Nutrition for Toddlers and All in One Family Recipes

Meal planning can seem overwhelming for most, but spending a few hours 1 day a week can save you a lot of time crunching stress, or even help when something throws your routine off and you need to improvise. Not to mention, the health benefits will add up!

We have put together a lot of great details for you to prepare baby and toddler meals easily, with incredible ingredients. We also threw in some recipes for baby, toddler, and the family. With all of these, you can customize them to have something different for several meals. Get creative!

Let’s start with first getting baby acquainted with different foods.

How do you know baby is ready to eat solids? Personally, I did not start my baby on puréed foods until he was 8 months. Some water at 7 months.
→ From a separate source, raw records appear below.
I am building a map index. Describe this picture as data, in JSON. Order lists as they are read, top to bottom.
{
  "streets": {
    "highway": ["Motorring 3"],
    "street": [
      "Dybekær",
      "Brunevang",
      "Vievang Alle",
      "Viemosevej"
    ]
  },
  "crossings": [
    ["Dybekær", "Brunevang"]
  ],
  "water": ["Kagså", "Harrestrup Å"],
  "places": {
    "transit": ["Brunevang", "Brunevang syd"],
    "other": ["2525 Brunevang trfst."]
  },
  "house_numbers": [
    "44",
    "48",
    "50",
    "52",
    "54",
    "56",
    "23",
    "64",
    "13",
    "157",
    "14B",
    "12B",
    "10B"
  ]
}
I think 6 months is too early for the digestive system, and as long as baby is getting enough nutrients through nursing or formula, hold off a tad longer. Also, skip the rice cereal. It’s a filler with very little nutrients, if any.

Signs baby is ready to start puréed foods:

  • Able to sit up without support. 
  • Shows interest in food. Babies grab and want everything you have. Interest in food is different than interest in what you have. Watch your baby and learn the difference. Try presenting when you are not eating yourself so you can pay attention to the cues baby will know what to do with the food. Once interested, eat with baby so they can learn by watching as well.
  • Leans in for food.
  • Exhibits diminished tongue-thrust reflex. This enables a baby to actually swallow food, rather than push it out with the tongue.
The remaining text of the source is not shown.